No, it lead to actual harm on billions of users. And Google did listen and reacted accordingly.
But they still didn't put their hash to external scrutinity, still waiting for the pull request to get it tested with smhasher.
Still, there's no need to be rude.
I'm never rude.
…I personally find that very hard to believe. Maybe you weren't specifically "rude" here, but you were clearly unpleasant–you called their claims "false" and "nonsense" repeatedly, which is rarely if ever necessary.
Calling false claims "false" is necessary and not rude.
And I just added Highwayhash now to smhasher by myself and my initial analysis was confirmed. It's the 2nd slowest of all tested good hashes, only behind Siphash. Every other is simplier and faster.

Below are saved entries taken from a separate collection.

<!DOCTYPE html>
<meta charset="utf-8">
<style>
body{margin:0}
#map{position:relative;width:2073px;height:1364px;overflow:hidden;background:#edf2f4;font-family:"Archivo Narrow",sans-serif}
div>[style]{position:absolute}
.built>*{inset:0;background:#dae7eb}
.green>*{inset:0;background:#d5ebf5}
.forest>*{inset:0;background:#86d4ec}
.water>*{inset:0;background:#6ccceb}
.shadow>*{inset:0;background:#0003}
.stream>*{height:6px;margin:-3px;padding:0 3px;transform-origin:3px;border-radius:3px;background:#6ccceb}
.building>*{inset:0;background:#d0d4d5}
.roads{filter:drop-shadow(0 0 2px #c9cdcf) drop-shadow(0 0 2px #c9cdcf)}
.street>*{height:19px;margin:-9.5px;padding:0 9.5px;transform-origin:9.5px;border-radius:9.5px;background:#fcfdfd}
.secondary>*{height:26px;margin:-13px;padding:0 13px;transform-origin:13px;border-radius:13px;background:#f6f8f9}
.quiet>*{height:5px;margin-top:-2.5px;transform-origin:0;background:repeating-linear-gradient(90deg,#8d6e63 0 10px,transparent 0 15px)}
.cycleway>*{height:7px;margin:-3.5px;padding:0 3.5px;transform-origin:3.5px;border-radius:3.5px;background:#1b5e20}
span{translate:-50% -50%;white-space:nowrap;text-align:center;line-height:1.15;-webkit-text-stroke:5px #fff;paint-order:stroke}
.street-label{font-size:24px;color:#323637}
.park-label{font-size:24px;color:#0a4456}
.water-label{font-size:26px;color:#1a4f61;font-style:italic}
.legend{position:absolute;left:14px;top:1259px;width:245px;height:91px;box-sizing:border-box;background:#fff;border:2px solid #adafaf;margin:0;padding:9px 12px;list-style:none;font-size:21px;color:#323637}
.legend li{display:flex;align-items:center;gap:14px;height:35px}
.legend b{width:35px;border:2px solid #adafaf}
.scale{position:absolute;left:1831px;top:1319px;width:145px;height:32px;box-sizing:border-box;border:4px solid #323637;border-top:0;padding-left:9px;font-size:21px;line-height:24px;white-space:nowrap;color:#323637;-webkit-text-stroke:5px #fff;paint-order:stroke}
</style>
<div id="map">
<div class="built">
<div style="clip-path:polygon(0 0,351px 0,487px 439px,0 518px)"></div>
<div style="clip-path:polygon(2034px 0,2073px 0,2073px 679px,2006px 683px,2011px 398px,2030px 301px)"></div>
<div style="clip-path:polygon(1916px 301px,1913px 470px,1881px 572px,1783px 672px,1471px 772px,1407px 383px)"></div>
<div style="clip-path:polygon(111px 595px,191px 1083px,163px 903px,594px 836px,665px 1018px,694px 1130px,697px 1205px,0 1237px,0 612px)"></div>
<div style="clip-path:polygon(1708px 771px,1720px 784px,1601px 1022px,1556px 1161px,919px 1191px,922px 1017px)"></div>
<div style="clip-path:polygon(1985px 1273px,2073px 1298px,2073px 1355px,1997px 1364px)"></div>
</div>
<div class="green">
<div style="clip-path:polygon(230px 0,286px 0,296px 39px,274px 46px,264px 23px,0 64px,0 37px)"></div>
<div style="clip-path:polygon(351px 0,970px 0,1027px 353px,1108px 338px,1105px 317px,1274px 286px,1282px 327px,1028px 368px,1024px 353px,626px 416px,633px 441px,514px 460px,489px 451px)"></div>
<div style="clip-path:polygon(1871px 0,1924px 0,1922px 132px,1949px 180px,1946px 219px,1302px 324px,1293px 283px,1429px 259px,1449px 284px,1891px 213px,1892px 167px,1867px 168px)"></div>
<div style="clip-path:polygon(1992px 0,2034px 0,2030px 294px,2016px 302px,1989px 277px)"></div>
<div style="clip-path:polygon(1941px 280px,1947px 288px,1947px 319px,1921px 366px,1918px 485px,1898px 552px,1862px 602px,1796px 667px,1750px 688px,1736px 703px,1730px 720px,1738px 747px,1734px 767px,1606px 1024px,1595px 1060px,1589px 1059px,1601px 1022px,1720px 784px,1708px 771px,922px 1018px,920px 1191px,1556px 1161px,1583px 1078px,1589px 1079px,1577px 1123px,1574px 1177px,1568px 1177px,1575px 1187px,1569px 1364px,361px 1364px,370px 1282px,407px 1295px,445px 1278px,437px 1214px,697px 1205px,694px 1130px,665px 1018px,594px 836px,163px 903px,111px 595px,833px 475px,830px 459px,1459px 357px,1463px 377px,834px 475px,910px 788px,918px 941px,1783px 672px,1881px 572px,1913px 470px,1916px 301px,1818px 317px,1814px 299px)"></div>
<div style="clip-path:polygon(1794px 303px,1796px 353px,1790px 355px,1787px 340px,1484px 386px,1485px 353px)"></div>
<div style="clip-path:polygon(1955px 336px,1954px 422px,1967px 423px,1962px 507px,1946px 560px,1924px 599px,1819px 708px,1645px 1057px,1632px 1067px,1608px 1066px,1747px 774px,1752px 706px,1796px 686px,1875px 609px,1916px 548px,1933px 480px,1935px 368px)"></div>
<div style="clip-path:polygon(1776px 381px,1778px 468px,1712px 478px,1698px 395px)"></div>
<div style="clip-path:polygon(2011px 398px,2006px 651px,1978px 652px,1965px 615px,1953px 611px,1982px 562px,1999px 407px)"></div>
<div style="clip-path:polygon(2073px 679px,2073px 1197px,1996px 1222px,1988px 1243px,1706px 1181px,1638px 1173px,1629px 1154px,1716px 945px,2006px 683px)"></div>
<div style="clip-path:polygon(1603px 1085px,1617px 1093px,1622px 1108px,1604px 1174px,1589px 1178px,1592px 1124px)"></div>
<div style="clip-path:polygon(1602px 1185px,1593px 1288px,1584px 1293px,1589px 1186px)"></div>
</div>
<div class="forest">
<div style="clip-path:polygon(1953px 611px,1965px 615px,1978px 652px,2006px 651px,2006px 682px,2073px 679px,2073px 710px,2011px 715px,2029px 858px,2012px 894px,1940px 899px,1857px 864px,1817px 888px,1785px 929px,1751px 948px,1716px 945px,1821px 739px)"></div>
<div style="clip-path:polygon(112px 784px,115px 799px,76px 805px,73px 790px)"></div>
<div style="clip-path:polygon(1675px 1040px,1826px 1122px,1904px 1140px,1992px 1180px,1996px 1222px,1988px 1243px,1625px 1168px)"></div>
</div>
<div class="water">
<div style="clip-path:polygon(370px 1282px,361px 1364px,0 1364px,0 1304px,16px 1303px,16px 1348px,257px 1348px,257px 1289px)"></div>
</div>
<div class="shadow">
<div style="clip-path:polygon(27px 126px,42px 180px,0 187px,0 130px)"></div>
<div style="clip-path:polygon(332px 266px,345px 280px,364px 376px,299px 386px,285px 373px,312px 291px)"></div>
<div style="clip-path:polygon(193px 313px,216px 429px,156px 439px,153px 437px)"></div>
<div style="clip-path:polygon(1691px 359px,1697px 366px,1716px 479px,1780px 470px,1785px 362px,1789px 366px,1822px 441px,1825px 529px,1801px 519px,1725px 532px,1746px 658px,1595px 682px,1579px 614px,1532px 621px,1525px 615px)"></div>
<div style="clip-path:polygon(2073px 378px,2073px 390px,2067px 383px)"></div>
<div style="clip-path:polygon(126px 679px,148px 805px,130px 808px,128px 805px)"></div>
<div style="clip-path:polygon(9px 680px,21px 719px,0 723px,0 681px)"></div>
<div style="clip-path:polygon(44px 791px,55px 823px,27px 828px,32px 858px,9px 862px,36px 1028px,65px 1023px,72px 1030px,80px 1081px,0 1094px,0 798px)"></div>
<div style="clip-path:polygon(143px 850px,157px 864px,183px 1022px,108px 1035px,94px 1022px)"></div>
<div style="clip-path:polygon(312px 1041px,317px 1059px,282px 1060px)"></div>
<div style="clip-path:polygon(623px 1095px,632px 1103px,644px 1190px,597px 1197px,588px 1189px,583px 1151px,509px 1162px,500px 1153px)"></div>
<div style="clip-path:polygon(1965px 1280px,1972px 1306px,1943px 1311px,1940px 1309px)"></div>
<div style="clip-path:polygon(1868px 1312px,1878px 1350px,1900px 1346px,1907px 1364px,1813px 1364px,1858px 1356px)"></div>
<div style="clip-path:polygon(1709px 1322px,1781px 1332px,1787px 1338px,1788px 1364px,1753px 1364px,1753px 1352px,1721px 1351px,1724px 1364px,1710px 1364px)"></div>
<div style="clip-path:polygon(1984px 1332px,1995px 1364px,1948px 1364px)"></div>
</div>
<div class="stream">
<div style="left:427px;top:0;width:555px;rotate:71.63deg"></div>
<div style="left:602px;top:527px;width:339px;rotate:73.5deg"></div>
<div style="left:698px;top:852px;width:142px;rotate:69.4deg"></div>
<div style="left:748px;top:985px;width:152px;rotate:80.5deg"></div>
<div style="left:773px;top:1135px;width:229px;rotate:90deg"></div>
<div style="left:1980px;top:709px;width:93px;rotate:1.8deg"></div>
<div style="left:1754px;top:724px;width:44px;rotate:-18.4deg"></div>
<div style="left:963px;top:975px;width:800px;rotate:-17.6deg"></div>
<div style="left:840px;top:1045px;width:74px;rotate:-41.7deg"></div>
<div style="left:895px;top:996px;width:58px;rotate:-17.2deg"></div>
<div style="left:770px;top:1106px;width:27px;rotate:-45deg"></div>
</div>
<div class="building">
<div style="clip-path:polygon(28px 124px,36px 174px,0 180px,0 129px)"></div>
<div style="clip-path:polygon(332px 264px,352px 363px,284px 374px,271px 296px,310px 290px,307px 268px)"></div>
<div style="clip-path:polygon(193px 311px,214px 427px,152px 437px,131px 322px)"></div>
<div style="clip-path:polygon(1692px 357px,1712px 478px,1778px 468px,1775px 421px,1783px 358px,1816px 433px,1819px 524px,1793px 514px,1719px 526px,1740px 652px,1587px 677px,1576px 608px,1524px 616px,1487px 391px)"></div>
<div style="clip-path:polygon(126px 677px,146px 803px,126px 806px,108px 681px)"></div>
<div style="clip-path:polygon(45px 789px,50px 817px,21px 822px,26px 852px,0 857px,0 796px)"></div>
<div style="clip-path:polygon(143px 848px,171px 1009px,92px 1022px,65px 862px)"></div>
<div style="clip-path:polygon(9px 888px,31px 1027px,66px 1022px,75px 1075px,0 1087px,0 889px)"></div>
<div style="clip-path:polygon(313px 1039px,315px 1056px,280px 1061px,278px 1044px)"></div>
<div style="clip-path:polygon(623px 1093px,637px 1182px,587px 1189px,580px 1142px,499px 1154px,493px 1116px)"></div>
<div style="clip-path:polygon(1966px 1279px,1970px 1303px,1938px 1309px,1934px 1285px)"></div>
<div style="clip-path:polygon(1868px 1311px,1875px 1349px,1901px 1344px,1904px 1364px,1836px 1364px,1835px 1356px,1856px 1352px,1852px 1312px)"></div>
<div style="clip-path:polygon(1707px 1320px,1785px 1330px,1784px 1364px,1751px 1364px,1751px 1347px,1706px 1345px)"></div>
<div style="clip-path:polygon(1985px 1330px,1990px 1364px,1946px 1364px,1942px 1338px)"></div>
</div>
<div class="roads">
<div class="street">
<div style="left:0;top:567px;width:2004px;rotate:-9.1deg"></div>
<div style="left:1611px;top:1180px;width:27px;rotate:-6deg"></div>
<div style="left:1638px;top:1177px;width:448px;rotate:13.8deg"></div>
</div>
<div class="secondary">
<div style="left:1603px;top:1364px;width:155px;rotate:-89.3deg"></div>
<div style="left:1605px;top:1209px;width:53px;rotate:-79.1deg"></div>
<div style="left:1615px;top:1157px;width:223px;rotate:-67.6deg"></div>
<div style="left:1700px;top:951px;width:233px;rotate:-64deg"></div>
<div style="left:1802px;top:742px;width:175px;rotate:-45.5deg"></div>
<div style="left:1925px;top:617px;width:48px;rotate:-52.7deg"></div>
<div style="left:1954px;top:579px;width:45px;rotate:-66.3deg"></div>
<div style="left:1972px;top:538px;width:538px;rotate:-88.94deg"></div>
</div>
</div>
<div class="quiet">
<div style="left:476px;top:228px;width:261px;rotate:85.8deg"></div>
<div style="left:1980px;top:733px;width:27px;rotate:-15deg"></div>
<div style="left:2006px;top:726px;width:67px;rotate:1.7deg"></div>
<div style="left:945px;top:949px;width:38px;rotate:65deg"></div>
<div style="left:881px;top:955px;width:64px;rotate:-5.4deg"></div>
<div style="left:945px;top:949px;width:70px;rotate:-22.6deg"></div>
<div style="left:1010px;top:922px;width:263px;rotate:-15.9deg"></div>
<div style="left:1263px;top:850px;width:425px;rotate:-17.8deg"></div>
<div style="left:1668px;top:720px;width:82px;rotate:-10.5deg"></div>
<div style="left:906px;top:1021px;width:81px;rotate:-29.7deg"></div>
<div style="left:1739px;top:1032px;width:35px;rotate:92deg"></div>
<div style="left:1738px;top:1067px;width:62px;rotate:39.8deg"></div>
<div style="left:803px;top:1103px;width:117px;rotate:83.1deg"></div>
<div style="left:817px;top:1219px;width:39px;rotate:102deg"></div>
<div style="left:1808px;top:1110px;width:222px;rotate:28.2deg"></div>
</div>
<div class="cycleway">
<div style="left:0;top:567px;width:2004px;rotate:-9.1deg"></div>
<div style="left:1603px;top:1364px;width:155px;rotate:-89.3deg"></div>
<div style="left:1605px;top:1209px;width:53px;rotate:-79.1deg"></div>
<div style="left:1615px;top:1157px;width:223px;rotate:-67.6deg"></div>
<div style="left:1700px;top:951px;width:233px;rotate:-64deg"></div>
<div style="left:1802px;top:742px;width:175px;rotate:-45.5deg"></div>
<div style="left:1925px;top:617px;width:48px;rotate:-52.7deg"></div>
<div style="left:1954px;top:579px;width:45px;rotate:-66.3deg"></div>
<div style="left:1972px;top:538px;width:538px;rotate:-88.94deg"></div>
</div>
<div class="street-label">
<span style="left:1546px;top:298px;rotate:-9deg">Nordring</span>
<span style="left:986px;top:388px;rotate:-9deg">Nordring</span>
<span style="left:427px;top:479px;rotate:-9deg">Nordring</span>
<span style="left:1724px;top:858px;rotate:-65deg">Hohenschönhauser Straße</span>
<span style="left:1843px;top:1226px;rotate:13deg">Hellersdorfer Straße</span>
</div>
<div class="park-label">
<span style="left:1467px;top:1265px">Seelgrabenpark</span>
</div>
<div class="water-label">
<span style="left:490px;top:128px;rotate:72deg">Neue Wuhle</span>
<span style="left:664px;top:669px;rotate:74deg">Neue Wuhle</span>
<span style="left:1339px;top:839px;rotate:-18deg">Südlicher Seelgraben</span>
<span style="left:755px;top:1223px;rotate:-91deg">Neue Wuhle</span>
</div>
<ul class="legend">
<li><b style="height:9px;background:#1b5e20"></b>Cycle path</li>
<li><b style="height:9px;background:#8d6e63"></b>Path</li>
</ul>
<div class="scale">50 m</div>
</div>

Chi-Square on the lower 32bits was 0.00 so it's really a good one. But I see no usecase for it, really.
The WOOL 2009 paper where it takes days to attack a 14-bit key is irrelevant for attacking a 64-bit key. They even say that 32 bits would make the attack infeasible.
Offline attacks to find collisions are irrelevant because revealing the key breaks the security model.

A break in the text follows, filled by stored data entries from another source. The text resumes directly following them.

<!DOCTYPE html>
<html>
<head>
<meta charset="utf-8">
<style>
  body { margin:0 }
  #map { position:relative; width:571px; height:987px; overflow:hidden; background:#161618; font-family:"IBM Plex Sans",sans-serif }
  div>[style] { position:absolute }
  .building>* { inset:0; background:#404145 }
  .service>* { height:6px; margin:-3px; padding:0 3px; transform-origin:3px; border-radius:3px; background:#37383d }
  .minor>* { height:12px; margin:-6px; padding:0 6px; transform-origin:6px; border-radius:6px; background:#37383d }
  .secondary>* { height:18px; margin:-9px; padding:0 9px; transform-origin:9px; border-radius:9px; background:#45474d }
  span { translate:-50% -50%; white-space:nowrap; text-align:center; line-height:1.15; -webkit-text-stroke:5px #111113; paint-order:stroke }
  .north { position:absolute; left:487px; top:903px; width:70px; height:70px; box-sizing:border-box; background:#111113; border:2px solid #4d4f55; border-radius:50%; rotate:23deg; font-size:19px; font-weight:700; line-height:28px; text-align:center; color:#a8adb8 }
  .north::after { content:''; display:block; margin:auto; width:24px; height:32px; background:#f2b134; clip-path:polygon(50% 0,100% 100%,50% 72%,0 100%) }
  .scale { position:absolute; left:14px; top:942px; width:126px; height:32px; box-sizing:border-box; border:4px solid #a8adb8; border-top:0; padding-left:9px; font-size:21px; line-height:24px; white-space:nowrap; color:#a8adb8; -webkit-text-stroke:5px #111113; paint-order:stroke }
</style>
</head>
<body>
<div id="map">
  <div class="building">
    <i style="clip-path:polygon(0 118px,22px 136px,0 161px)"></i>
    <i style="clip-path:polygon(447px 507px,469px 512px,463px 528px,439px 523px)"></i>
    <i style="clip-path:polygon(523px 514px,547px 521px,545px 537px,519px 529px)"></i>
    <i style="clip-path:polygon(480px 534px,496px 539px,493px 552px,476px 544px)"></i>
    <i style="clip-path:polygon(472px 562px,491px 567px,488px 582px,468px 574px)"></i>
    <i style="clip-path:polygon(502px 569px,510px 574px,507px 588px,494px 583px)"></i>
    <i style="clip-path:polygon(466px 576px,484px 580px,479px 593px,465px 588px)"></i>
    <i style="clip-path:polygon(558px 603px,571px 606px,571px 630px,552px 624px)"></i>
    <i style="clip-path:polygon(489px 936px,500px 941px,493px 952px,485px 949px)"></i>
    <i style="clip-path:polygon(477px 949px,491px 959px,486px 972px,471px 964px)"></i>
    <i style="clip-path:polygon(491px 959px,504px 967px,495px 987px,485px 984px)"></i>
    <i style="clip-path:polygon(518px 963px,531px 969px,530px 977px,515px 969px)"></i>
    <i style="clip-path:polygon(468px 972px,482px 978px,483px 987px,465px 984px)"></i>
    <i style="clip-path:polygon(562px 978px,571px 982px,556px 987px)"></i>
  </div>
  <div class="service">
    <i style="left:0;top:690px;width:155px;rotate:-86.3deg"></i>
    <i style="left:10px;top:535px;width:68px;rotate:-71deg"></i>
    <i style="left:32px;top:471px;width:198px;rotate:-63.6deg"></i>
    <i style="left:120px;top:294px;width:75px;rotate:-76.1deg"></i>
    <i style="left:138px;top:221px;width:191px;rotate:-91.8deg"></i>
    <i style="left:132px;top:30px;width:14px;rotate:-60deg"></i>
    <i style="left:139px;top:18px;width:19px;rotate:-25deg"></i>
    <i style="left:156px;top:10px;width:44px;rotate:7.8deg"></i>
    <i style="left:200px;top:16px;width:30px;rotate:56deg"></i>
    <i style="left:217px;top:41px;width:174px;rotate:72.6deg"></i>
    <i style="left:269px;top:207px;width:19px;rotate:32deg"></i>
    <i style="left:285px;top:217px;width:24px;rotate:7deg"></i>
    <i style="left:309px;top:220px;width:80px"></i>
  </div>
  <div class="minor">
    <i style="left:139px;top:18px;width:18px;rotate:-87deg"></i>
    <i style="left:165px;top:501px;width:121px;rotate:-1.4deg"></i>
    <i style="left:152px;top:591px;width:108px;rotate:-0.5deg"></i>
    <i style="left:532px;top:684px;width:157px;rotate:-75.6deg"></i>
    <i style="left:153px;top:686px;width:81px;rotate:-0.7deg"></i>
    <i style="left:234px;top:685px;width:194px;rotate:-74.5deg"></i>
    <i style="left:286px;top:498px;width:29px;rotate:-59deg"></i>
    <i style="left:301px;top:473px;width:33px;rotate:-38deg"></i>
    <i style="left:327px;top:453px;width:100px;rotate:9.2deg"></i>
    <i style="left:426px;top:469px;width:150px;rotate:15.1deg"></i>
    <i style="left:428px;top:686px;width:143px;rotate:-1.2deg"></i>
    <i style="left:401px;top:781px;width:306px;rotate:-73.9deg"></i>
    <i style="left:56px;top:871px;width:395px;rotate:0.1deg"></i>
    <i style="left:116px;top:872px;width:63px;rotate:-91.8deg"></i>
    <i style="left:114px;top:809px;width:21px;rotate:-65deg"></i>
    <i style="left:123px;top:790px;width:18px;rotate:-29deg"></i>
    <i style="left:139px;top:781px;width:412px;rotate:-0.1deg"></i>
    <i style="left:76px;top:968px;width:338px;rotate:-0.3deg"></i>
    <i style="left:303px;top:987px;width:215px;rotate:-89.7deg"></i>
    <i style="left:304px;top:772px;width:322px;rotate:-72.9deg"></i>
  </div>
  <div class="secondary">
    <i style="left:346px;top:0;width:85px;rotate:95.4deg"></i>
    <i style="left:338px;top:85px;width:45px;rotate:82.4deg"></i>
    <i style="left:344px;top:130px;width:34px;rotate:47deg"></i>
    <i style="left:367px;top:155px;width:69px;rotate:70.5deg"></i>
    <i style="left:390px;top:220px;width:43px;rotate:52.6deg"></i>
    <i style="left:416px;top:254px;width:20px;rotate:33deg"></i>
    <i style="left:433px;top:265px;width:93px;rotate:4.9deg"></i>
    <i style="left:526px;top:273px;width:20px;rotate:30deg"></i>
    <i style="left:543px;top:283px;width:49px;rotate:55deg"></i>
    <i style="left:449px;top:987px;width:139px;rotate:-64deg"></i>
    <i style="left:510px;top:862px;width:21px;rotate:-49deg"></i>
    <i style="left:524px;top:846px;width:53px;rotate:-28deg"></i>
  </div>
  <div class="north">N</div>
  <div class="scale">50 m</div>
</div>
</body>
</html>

Saying you can recover the key from side-channel attacks on probe sequences is actually a claim that SipHash/HighwayHash are not secure PRFs.
If you're not making these claims, you're not communicating very well what your security claims are.
Attacking a hash table needs not more than 14bits. This is enough to produce enough collisions to break a typical bad table. If a hash function produces 14 or 32 or 64 bits is irrelevant if only the lowest needed bits are used.
My hash tables are secure against known seeds BTW, every hash table should. Almost all use cases make it trivial to get to the seed in certain ways. Calling a hash table secure relying on a secured random seed is theatre, and securing is actually simplier and faster than relying on a broken model and slow hash functions.
I think you're confusing the key/seed with the output. The paper is about key sizes, not hash output sizes. Again, if you claim it's trivial to recover the seed in "almost all use cases", you should be able to demonstrate that pretty easily, no?
I don't have anything against recommendations to use all bits in the hash output, or good collision handling, just these unfounded security claims about key recovery.
Title should probably mention "(2018)".